Decisão Texto Integral:  







                Acordam no Tribunal da Relação de Coimbra

I - Relatório

No Tribunal da Comarca de Viseu, Inst. Central - 1ª Sec. F. Men. - J2 - no processo de Regulação das Responsabilidades parentais relativas à menor M... que H... intentou contra S..., no incidente de incumprimento do acordo de exercício das responsabilidades parentais, a requerente solicitou que fosse accionado o FGADM.

O Ministério Público defendeu a improcedência do pedido de intervenção do FGADM, por não estarem reunidos todos os pressupostos legais, mais arguindo a procedência do incidente de incumprimento.
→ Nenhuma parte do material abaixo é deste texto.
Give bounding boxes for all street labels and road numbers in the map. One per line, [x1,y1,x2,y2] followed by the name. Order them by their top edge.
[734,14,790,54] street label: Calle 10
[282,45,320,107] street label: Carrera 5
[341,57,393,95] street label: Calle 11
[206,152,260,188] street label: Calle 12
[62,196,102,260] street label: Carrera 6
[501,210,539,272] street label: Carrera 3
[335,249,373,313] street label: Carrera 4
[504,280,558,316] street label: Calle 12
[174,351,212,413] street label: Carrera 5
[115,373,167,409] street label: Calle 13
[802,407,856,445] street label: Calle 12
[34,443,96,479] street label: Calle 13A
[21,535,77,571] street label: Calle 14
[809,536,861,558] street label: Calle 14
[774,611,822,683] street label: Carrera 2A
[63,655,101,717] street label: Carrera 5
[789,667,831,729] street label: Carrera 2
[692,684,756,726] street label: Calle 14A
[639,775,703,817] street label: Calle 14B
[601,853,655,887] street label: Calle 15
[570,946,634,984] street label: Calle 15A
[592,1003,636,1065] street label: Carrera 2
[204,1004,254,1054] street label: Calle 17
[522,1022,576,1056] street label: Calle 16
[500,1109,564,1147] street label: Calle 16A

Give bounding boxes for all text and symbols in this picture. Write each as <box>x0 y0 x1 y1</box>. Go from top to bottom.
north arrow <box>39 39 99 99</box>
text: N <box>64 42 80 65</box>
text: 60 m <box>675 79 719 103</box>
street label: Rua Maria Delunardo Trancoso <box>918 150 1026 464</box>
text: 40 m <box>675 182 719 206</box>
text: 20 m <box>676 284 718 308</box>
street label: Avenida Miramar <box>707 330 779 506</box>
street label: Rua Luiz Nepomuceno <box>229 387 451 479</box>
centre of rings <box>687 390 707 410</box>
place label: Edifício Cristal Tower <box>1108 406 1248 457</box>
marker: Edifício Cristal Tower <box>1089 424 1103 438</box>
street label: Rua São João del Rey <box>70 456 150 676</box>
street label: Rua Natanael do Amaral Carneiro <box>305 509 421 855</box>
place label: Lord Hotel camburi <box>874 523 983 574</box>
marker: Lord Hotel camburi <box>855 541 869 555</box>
O tribunal proferiu decisão julgando “procedente o presente incidente e, em consequência, declara-se que o requerido S... incumpriu o acordo de regulação do exercício das responsabilidades parentais, no que respeita à prestação de alimentos, devida à menor M... e, em consequência, determino a sua condenação a pagar o montante de €606,85, e sem prejuízo das prestações vincendas.

Ademais, julga-se improcedente o pedido de condenação em multa do requerido.
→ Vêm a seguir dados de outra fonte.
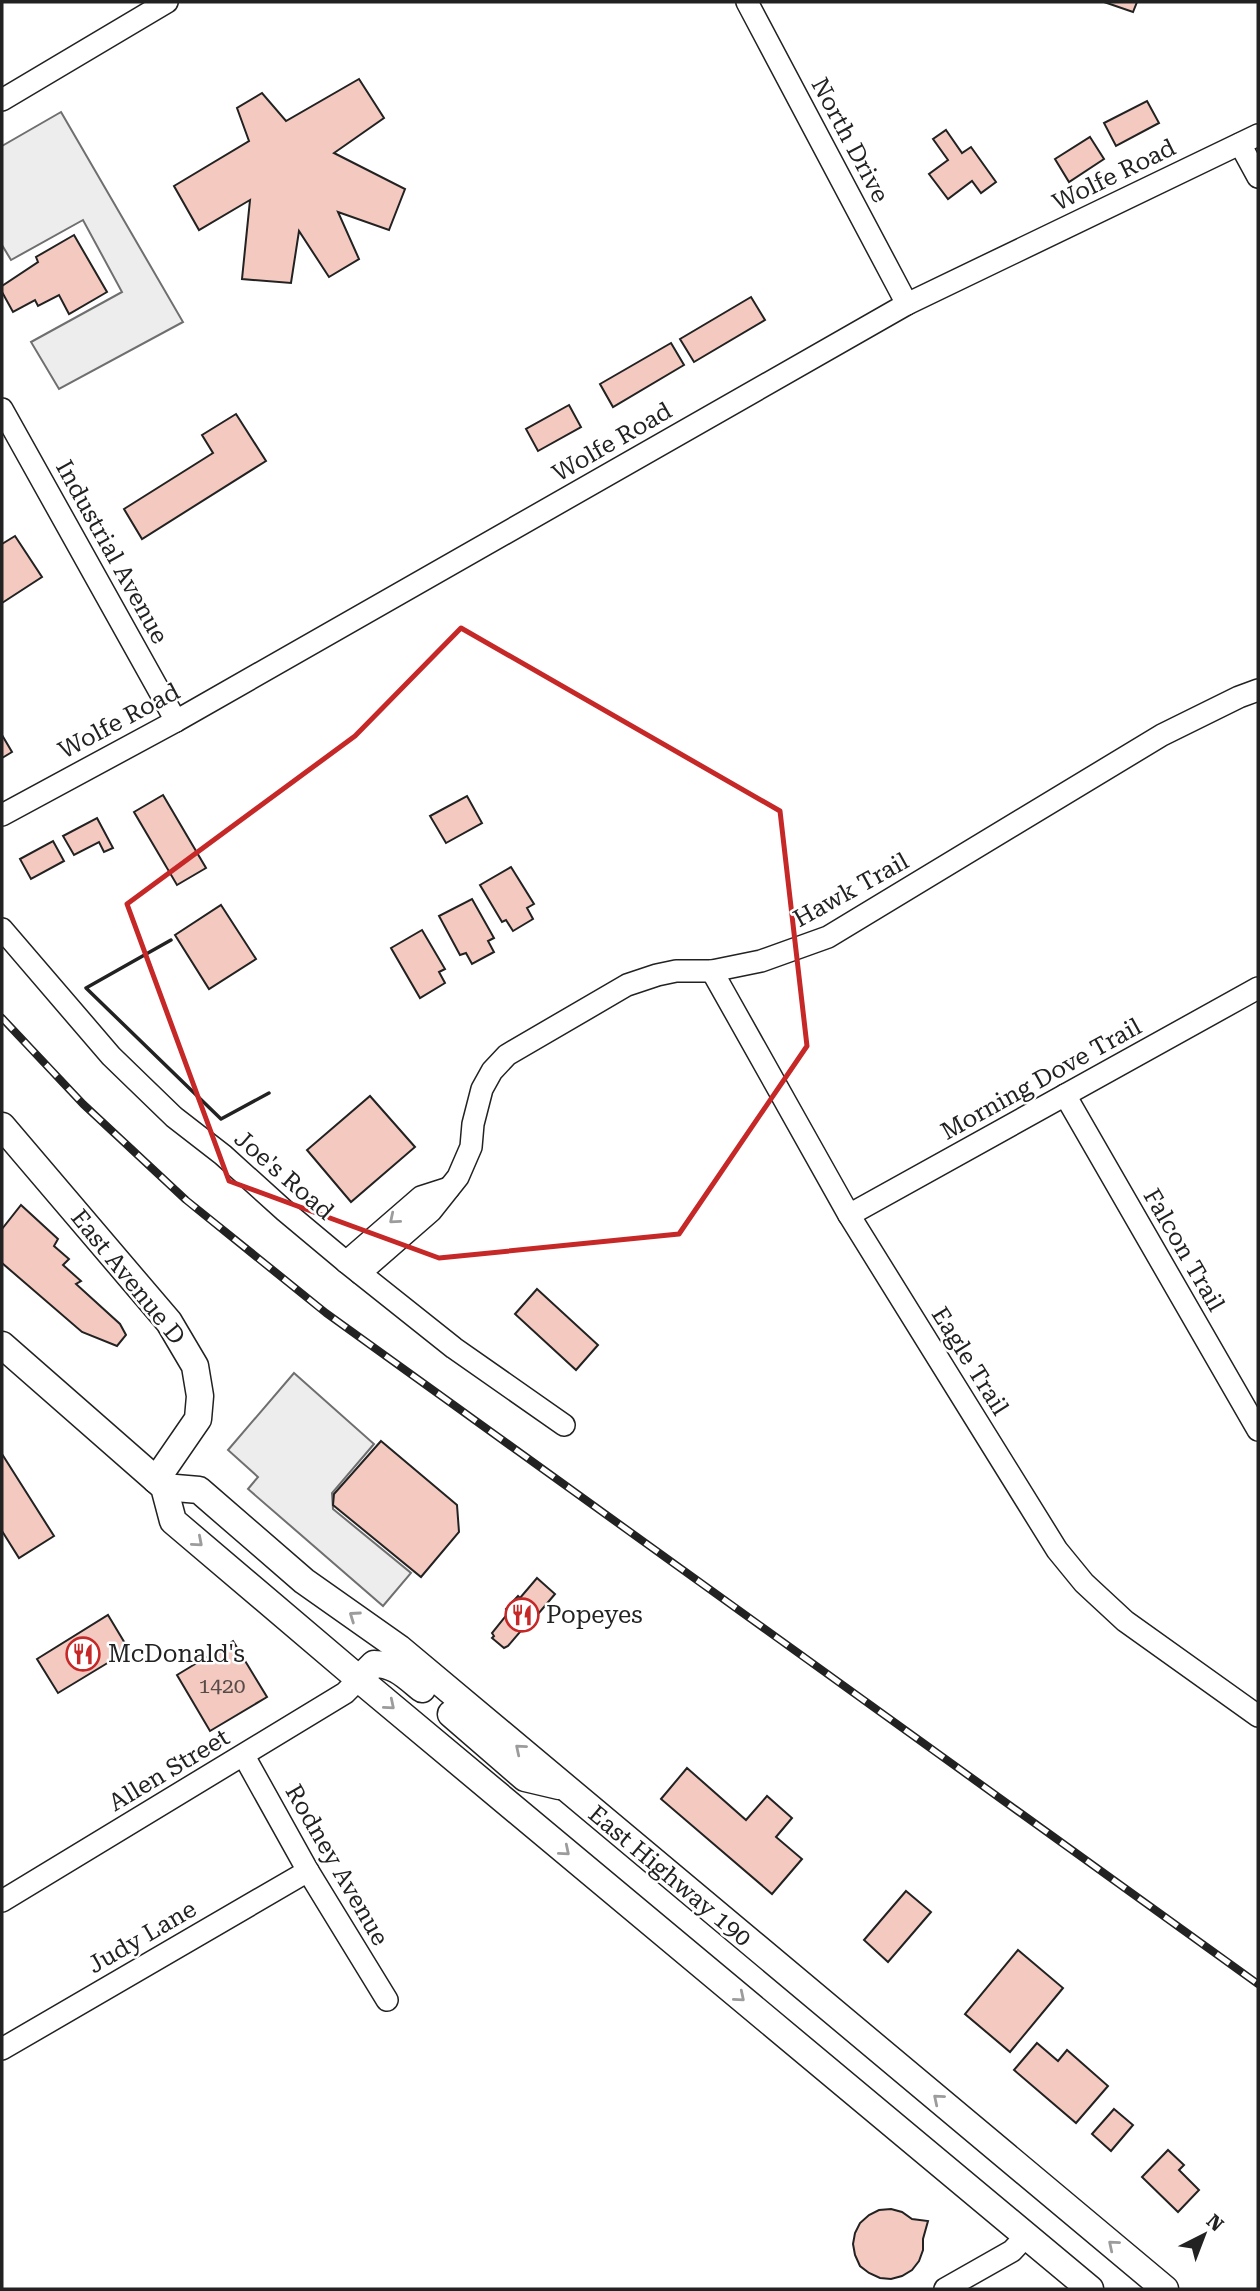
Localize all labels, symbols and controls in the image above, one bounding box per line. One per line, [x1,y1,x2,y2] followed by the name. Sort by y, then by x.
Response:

Mais declara este Tribunal não determinar a intervenção do FGADM, quanto ao pagamento da prestação substitutiva da prestação originária alimentícia devida à menor por não estarem preenchidos os pressupostos legais tendentes a permitir a dita intervenção, assim se decidindo que não será concedido o pagamento por parte do FGADM da prestação substitutiva de alimentos.

Destarte, informa-se expressamente a requerente que assim que tenha conhecimento de bens da titularidade do progenitor susceptíveis de penhora e com valor comercial, deverá diligenciar por instaurar a competente acção executiva por alimentos ou requerer o cumprimento do art. 48º do RGPTC, caso tenha conhecimento que existem vencimentos, subsídios e outros rendimentos susceptíveis de desconto.”

Na sequência desta decisão, por requerimento, a requerente solicitou ao tribunal que:

a) o montante a considerar como não pago à data da decisão é diverso do que se fez constar na parte decisória - €606,85 -, salvo se ficar a constar que as prestações vincendas são as que se vencerem a partir de Outubro de 2014, porquanto o pai da menor não pagou qualquer quantia desde a decisão e antes e após a entrada da petição de incumprimento;

b) seja reanalisada a decisão judicial no que toca à intervenção do Fundo de Garantia de Alimentos Devidos a Menores, considerando o relatório elaborado pelos serviços de segurança social de Viseu, junto ao processo de regulação das responsabilidades parentais, e no qual os técnicos admitem poder ser alterado o sentido do seu anterior parecer, deixando ao critério do tribunal o conceito de agregado familiar para efeitos do FGADM.”

Em resposta o Ministério Público considerou que o pedido de reanálise do indeferimento do FGADM deveria ser indeferido uma vez que a decisão proferida não foi objecto de recurso e por isso tinha transitado em julgado.

O Tribunal indeferiu o requerido, considerando que “se quanto à condenação pelo não pagamento é de considerar que a liquidação abrange as prestações vencidas mencionadas nos pontos 3 e 4 dos factos provados todas as prestações periódicas que se venceram após, já quanto ao pedido de reanálise da decisão que indeferiu a intervenção do FGADM esgotou-se o poder jurisdicional do Tribunal com o proferimento das mesma, apenas podendo ser reapreciada caso se alterem os pressupostos de facto a analisar, mediante a suscitação de novo incidente.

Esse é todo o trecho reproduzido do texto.